After getting my system stable again, hacs now says there is an update to alexa_media_player for 2.0.0.

At 13:00 the hass process went from using ~2.5 CPU on average to 0. hass process was running for 3 days and 20 hours until I restarted it at 17:00. Also hass memory usage dropped about 100mb at 13:00.

ludeeus commented 5 years ago

This is weird...

NGINX Logs will not tell anything. From what I can tell it looks like it shut down a bit earlier than 13:01

2019-08-22 12:42:17 ERROR (MainThread) [homeassistant.core] Error doing job: SSL error in data received
Traceback (most recent call last):
  File "/usr/lib/python3.7/asyncio/sslproto.py", line 526, in data_received
    ssldata, appdata = self._sslpipe.feed_ssldata(data)
  File "/usr/lib/python3.7/asyncio/sslproto.py", line 207, in feed_ssldata
    self._sslobj.unwrap()
  File "/usr/lib/python3.7/ssl.py", line 767, in unwrap
    return self._sslobj.shutdown()
ssl.SSLError: [SSL: KRB5_S_INIT] application data after close notify (_ssl.c:2609)

This can take down HA.

Before that, I also see some issues with authentication and the WebSocket connection.

I can not see a single indication that HACS have done anything on your system here.
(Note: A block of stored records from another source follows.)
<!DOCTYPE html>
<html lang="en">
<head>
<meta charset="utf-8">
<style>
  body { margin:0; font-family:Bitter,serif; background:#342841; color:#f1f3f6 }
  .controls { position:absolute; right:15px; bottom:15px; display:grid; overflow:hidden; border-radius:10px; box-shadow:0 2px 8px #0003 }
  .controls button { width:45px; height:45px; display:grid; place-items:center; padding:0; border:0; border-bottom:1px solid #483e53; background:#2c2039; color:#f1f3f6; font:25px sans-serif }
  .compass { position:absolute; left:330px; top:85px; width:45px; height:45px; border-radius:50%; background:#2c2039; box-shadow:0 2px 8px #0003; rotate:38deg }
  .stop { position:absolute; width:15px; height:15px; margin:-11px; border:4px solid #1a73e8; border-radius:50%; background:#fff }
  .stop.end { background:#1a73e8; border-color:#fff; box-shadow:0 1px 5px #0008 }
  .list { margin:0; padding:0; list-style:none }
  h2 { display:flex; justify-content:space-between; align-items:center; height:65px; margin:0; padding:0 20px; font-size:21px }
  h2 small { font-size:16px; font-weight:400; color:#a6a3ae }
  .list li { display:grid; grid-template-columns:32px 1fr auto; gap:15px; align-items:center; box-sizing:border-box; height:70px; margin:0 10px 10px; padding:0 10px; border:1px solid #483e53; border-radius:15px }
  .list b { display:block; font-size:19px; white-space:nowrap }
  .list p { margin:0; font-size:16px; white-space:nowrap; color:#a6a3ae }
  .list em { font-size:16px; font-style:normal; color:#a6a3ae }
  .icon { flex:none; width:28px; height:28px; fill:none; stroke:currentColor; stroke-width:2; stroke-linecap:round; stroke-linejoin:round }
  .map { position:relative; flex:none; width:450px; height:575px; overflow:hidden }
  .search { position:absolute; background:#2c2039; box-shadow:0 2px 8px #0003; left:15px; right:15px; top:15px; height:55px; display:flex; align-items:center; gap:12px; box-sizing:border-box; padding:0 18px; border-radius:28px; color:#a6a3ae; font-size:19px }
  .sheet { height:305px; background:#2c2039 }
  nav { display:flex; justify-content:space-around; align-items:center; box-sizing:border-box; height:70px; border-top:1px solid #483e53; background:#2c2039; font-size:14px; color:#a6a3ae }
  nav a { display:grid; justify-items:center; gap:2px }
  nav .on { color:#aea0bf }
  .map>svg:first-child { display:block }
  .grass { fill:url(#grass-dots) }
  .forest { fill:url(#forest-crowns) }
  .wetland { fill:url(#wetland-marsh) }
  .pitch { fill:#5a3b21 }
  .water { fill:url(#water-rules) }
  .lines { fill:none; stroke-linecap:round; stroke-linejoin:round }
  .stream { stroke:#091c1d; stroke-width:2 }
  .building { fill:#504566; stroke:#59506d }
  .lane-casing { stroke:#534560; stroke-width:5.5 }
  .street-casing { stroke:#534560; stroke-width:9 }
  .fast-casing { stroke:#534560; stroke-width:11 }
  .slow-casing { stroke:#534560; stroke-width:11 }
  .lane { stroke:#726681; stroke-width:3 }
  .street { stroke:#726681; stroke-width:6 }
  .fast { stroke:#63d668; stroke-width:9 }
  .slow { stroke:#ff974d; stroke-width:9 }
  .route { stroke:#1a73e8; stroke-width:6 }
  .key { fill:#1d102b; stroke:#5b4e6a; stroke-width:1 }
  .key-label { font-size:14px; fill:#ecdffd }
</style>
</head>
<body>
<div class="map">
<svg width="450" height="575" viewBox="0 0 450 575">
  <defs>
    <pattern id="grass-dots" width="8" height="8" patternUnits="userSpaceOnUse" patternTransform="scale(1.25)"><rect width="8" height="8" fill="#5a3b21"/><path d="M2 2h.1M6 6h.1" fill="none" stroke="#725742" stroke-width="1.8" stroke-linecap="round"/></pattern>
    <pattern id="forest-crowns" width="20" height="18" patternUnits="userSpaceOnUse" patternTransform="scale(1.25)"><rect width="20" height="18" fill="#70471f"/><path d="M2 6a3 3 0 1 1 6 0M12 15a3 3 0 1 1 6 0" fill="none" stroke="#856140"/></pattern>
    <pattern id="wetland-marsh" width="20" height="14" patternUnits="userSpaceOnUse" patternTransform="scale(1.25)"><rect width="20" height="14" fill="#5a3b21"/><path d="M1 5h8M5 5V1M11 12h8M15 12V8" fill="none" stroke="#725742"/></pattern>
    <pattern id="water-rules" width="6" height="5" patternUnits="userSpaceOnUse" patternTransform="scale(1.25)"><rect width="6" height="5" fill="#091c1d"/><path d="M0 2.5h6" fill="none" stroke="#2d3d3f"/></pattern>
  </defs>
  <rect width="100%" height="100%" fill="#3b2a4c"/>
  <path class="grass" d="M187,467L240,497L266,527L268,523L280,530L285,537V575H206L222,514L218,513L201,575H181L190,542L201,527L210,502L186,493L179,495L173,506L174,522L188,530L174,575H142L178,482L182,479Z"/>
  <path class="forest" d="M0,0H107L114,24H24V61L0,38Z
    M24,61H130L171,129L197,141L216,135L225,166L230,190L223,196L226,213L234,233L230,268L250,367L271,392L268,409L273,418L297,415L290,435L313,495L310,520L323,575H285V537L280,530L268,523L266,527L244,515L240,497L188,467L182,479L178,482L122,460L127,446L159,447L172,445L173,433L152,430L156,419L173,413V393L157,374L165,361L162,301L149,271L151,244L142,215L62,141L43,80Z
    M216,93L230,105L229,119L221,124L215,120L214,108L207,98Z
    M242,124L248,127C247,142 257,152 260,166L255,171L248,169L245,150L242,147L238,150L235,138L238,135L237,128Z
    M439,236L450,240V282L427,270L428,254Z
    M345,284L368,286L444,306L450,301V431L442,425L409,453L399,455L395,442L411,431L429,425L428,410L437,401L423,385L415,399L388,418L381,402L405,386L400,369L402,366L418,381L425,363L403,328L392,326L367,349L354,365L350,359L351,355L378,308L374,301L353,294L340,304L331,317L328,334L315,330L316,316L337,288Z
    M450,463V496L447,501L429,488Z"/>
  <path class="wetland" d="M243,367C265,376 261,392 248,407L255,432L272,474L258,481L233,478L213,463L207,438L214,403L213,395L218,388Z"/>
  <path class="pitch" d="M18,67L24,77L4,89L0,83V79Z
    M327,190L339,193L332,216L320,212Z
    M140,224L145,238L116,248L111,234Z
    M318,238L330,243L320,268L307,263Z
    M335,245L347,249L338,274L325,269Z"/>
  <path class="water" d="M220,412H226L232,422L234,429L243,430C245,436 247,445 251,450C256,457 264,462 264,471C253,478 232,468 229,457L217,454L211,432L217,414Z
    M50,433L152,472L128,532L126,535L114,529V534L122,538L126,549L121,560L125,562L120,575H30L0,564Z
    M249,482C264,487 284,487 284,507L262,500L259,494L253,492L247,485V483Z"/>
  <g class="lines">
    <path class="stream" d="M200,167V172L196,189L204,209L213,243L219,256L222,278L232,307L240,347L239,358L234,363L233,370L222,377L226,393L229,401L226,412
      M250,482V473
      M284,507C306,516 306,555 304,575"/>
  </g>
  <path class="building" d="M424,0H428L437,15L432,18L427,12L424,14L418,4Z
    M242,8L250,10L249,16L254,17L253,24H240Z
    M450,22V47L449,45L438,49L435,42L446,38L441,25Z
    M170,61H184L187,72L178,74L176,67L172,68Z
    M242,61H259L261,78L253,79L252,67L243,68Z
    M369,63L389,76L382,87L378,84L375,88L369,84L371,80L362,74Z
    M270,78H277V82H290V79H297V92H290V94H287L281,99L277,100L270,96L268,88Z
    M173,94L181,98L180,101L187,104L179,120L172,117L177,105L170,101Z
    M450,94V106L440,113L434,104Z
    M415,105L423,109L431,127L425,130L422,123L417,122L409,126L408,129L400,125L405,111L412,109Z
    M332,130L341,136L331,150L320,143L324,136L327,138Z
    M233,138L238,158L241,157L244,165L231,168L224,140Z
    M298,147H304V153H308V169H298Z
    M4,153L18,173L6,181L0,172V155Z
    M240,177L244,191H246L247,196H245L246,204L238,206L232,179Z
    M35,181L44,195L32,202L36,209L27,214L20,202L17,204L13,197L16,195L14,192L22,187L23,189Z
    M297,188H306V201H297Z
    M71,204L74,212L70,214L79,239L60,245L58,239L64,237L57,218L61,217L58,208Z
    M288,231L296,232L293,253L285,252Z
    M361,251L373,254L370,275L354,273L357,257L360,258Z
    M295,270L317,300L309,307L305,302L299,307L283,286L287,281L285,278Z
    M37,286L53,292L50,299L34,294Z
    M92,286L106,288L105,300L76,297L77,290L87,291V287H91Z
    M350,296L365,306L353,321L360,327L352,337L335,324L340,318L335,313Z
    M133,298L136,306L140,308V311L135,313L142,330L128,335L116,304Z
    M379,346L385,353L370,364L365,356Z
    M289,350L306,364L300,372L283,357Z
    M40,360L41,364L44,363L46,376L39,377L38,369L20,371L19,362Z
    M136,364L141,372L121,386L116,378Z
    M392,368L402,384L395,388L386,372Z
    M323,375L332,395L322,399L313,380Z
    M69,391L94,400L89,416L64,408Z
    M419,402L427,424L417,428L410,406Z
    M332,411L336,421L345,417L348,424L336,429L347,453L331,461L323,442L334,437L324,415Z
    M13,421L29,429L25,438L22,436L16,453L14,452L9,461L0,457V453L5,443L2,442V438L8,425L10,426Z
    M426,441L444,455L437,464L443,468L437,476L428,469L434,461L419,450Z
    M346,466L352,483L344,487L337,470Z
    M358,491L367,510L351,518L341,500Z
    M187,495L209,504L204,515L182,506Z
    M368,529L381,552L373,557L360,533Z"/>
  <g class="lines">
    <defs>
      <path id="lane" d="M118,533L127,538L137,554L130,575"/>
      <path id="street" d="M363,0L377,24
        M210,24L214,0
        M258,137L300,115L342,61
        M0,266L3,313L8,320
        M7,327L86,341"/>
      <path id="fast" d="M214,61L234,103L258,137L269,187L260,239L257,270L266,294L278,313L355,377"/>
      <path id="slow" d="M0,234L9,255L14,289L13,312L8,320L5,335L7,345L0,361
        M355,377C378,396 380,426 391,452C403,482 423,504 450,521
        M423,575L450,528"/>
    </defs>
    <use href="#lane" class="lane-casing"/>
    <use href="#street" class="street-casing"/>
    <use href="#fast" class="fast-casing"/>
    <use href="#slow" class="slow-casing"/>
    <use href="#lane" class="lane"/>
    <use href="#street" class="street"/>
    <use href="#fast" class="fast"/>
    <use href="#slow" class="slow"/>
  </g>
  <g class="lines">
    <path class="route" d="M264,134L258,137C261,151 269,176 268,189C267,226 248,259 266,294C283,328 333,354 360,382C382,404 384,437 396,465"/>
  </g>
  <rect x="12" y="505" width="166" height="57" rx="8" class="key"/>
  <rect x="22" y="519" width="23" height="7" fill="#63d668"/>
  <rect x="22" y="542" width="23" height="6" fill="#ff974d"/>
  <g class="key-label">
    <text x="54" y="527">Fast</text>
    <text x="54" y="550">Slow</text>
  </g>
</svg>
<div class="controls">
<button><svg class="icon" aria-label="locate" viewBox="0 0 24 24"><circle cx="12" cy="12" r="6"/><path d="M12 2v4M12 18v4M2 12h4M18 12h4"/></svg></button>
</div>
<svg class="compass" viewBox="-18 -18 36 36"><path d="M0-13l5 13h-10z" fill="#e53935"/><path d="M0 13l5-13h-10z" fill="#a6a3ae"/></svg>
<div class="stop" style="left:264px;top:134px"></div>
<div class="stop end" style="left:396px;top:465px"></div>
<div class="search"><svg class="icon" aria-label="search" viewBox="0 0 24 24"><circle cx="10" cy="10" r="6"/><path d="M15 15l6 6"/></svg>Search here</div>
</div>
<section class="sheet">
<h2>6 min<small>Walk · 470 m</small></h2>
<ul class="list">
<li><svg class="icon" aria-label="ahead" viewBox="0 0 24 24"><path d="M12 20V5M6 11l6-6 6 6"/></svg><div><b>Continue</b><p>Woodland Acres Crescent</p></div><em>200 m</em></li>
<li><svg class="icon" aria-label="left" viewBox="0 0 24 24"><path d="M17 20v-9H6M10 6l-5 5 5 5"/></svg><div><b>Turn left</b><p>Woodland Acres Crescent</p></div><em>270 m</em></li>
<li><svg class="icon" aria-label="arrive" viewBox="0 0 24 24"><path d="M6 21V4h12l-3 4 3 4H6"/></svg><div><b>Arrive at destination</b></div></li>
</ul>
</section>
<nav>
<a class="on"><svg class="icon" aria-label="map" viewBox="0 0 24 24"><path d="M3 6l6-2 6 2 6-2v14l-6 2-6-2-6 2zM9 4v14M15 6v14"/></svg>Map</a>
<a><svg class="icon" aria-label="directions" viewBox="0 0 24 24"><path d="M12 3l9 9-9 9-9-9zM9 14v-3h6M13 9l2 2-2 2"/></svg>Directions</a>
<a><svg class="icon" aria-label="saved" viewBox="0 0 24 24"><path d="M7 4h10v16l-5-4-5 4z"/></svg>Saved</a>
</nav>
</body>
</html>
When the "Reload data" button is clicked, it will generate an INFO message for all elements it tries to update before it starts to do so.

bbrendon commented 5 years ago

I assumed that error was one of the many errors that get ignored. I didn't realize it was important.

Strange that hass failed. First time I've experienced it.

Thanks for having a look. Fingers crossed it doesn't happen again.

bbrendon commented 5 years ago

Also, I just looked at the logs again. That errors appears many many times (141 times as of the current restart ). I'm not exactly sure what is causing it.

bbrendon commented 5 years ago

Regarding the ssl.SSLError: [SSL: KRB5_S_INIT] application data after close notify (_ssl.c:2609). This seems to be right. https://github.com/home-assistant/home-assistant/issues/21270#issuecomment-519331437

ludeeus commented 5 years ago

Judging from that issue, this has been going on since before I even started on HACS. I'm closing this now since I believe that this is out of my hands.

If this happens for you again, and you have logs that indicate that HACS is at fault please open a new issue.